I return home after a trip, I open the door, and the house has been cleaned out. The burglars have taken my money, my jewelry, the television, the stereo, my CD collection, appliances, computers; they've left just the furniture and some clothing. The house has a clean Zen look. I go through the rooms and see that this possession is gone, that one is gone. There's no sense of loss or violation. On the contrary, I picture the recipients and feel what joy these items will bring them. Maybe they'll give the jewelry to their wives or lovers, maybe they'll sell it at a pawn shop and feed their kids with the proceeds. I am filled with gratitude. My gratitude comes from the obvious lack of need for each item. How do I know I don't need it? It's gone. Why is my life better without it? That's easy: my life is simpler now. The items now belong to the burglars, they obviously needed the items more than I did; that's how the universe works. I feel such joy for them, even as I fill out the police report. I find it odd that the way of the world is to try to retrieve what is no longer ours, and yet I understand it. Filling out the police report is also the way of it. If the items are found, I'm ready to welcome them back. And because they are never found, I understand that the shift in ownership is the best thing for the world, for me, and for the burglars. I need only what I have at any given time, never more, and never less. We can never have a problem with possessions; the only problem is our thoughts about what we do or don't possess. What other suffering is possible?
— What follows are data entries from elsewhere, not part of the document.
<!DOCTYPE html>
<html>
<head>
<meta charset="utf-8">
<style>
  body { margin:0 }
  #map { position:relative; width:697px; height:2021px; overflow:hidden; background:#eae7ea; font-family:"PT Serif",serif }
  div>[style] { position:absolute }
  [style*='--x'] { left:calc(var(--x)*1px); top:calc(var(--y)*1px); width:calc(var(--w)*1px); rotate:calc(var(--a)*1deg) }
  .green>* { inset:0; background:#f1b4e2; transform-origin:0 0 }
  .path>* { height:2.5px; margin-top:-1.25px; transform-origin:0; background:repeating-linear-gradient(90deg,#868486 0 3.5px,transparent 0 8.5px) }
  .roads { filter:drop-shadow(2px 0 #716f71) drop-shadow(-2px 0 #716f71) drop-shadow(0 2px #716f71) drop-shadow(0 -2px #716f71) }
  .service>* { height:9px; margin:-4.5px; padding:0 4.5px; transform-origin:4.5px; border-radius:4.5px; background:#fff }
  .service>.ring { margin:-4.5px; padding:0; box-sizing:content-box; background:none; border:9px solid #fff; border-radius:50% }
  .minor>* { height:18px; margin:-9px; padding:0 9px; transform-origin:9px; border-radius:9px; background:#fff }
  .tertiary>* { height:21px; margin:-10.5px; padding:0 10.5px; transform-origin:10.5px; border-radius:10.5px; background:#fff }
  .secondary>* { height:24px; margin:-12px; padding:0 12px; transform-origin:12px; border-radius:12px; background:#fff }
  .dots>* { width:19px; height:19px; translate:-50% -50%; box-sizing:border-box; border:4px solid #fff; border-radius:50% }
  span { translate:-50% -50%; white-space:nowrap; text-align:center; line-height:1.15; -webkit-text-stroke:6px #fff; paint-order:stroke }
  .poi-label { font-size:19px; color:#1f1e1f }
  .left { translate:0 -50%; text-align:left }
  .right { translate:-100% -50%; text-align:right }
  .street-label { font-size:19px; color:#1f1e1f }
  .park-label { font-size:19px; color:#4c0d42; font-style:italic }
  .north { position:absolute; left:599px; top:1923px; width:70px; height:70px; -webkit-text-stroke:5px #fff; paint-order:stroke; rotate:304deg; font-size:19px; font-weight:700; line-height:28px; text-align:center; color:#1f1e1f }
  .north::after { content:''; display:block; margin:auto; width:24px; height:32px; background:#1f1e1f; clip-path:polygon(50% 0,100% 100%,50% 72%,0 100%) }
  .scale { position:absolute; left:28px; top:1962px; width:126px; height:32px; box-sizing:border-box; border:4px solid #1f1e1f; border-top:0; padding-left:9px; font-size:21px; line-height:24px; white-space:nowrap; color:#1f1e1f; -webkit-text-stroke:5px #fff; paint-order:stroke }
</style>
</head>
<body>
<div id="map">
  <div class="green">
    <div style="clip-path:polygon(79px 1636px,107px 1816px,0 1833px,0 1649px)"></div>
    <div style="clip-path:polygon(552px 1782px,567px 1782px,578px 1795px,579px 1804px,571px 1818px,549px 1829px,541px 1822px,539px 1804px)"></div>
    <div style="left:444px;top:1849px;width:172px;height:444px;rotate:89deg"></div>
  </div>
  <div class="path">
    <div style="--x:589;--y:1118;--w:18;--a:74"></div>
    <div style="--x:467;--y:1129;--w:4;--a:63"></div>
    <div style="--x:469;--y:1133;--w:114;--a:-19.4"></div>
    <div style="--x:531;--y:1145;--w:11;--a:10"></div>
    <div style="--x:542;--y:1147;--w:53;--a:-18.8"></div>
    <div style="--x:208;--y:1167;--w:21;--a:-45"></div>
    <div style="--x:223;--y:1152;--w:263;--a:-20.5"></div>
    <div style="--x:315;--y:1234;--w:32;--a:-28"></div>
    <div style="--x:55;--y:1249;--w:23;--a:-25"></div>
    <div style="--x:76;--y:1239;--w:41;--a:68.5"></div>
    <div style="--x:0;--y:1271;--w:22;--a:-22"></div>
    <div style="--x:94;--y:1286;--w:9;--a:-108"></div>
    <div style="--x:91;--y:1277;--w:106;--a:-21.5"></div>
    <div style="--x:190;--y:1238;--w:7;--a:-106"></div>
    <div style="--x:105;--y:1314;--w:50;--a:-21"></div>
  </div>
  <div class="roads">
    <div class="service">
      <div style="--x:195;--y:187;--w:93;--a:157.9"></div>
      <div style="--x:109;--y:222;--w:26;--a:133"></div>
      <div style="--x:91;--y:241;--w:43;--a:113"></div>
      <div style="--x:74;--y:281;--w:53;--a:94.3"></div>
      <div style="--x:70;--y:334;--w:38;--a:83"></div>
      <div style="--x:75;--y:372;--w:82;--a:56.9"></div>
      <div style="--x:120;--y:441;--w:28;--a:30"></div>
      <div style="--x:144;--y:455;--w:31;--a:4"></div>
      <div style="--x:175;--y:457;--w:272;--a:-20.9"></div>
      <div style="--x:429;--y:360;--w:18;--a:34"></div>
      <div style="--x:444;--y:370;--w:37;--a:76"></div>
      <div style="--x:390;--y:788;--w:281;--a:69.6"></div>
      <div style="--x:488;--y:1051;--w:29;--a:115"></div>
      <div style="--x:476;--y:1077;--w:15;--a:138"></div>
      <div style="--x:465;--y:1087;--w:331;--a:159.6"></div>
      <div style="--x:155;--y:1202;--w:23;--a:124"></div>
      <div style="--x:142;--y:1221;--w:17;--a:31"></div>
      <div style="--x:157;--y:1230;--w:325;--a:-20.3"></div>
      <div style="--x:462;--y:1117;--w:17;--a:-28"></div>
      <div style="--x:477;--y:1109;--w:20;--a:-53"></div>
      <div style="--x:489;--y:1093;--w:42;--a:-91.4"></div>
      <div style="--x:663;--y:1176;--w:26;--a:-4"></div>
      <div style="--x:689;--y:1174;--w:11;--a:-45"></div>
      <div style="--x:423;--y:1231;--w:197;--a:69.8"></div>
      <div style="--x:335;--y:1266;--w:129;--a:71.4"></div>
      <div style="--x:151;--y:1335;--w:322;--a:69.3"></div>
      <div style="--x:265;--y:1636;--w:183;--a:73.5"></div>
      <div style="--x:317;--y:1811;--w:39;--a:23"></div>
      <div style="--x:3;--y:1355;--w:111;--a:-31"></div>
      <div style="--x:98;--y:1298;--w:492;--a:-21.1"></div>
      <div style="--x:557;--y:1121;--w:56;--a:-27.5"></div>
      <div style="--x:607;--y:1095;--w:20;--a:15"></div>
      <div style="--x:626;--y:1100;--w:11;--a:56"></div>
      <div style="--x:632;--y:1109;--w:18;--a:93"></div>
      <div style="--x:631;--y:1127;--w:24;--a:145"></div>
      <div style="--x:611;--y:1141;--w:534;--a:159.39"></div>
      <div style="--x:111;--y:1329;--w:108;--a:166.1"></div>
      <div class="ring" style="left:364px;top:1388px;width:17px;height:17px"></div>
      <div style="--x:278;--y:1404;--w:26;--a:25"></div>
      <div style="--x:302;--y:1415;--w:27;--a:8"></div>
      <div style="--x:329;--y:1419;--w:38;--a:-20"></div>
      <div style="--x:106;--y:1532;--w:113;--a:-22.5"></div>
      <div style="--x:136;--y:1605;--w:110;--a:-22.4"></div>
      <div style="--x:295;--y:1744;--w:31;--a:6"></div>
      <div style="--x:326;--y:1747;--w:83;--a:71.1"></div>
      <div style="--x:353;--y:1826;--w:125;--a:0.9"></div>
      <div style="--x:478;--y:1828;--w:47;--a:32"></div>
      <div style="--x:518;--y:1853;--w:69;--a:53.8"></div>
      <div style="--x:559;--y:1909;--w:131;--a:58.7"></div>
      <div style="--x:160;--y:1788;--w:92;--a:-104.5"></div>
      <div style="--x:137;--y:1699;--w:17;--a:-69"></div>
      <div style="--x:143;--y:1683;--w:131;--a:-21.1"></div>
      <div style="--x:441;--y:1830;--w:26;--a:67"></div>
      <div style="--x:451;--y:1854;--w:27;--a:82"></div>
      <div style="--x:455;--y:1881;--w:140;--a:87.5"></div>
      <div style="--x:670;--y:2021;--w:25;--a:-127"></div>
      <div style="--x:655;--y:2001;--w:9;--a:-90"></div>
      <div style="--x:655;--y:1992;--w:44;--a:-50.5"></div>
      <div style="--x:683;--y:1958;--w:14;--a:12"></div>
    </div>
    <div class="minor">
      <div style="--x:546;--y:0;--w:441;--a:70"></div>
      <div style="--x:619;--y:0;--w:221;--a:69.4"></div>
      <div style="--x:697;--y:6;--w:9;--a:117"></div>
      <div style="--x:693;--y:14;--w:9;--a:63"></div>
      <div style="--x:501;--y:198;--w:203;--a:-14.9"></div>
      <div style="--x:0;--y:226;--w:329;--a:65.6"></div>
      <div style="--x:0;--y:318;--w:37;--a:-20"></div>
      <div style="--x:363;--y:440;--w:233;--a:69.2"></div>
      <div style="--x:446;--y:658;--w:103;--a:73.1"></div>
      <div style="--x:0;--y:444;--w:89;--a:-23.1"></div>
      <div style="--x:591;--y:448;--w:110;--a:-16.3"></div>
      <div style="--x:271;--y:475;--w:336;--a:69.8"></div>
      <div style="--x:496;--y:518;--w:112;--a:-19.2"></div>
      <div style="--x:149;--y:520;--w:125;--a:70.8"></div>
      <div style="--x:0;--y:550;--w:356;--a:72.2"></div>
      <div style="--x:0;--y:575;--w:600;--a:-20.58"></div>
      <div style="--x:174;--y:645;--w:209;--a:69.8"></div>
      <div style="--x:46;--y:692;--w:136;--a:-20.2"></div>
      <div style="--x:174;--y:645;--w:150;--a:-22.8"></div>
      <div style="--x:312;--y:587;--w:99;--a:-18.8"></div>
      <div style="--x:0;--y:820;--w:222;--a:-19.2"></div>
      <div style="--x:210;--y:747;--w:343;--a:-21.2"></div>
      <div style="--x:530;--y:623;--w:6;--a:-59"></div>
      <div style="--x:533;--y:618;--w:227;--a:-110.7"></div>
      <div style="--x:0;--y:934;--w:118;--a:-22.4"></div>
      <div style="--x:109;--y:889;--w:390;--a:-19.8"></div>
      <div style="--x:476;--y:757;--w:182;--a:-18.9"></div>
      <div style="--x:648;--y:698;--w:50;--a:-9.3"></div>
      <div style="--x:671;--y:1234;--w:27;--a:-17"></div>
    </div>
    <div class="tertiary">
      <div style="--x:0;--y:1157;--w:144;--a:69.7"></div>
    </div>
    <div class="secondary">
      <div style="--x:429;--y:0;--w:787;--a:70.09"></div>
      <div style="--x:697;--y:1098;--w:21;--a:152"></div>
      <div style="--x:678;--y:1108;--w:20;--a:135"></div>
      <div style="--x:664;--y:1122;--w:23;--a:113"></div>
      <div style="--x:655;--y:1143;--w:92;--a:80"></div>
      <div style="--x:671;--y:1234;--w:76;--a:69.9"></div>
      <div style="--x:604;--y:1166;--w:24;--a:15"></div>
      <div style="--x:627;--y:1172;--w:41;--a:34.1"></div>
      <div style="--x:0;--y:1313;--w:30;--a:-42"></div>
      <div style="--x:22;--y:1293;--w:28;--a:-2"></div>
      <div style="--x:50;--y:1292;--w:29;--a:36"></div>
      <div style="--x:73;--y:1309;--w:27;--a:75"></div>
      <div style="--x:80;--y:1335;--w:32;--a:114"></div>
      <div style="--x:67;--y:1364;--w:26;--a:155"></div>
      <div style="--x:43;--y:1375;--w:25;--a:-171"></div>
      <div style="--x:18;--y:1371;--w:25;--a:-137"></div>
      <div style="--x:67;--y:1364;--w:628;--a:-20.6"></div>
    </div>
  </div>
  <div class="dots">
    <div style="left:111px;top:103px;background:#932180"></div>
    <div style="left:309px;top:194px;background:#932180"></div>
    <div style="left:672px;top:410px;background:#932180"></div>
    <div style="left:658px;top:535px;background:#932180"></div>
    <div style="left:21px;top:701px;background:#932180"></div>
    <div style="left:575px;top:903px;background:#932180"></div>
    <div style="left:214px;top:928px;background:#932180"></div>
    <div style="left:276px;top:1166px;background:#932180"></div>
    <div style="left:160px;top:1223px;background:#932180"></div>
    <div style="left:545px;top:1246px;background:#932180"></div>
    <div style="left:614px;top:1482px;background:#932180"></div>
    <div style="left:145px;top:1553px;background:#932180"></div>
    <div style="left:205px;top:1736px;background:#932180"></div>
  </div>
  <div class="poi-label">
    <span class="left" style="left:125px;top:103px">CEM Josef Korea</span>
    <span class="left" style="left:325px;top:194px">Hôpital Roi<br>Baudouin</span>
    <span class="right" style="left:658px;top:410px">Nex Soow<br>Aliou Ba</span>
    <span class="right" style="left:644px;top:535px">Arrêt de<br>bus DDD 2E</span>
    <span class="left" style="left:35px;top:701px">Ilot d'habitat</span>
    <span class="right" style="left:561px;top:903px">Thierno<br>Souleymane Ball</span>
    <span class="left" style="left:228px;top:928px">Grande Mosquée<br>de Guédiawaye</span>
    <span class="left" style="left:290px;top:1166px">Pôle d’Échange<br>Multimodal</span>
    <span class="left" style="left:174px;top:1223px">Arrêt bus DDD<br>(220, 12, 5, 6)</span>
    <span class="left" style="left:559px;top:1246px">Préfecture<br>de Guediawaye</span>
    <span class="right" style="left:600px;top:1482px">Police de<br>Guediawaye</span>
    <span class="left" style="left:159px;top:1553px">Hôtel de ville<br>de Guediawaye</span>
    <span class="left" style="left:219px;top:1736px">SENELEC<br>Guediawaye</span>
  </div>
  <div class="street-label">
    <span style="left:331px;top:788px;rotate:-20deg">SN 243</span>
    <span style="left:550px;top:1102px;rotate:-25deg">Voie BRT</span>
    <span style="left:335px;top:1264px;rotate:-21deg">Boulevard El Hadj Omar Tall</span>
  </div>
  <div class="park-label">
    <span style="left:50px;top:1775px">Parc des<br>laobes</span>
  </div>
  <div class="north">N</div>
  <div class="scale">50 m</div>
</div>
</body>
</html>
The simple truth of it is that what happens is the best thing that can happen. People who can't see this are simply believing their own thoughts, and have to stay stuck in the illusion of a limited world, lost in the war with what is. It's a war they'll always lose, because it argues with reality, and reality is always benevolent. What actually happens is the best that can happen, whether you understand it or not. And until you understand it, there is no peace. 

Reality is always kinder than the story we tell ourselves about it. If I were to tell the story of reality, it would have to be a love story. The story would be told as life lives itself out, always kinder and kinder, with twists and turns that cannot be projected into the distance. For example, if my daughter dies, I realize that there is no self to be affected. It's not about me. This is about her life, my child's life, and I celebrate her freedom, because I know the freedom of unidentified mind-the unceasing bodiless mind that is finally awake to itself, the mind that never existed as a her, and the her that can never die. In this we are never separated. And that's just a beginning; it gets even kinder. I get to see what my child's children grow into because she was not there to teach them differently. Whenever I lose something, I've been spared. Every loss has to be a gain, unless the loss is being judged by a confused mind. I come to see what fills that space in my life because she isn't there. And because she lives in my heart, the kindness in my world cannot decrease, because something else enters the space that I held her in. Just when you think that life is so good that it can't get any better, it has to. That's a law.

I look at the leaf that has withered and gone crisp in its apparent lifelessness. The tree has had to let go of it as if it were nothing. It falls to the ground and begins to do its job, a different job now. It naturally does it, becomes mulch, becomes water and air. Eventually it becomes every element, it nourishes and becomes part of what makes the mother tree strong, substance and water and air and fire, everything doing its job in the moment it appears to be that. And again and again it lives the story of mind, the evolution of mind and what it projects as disservice in absolute service.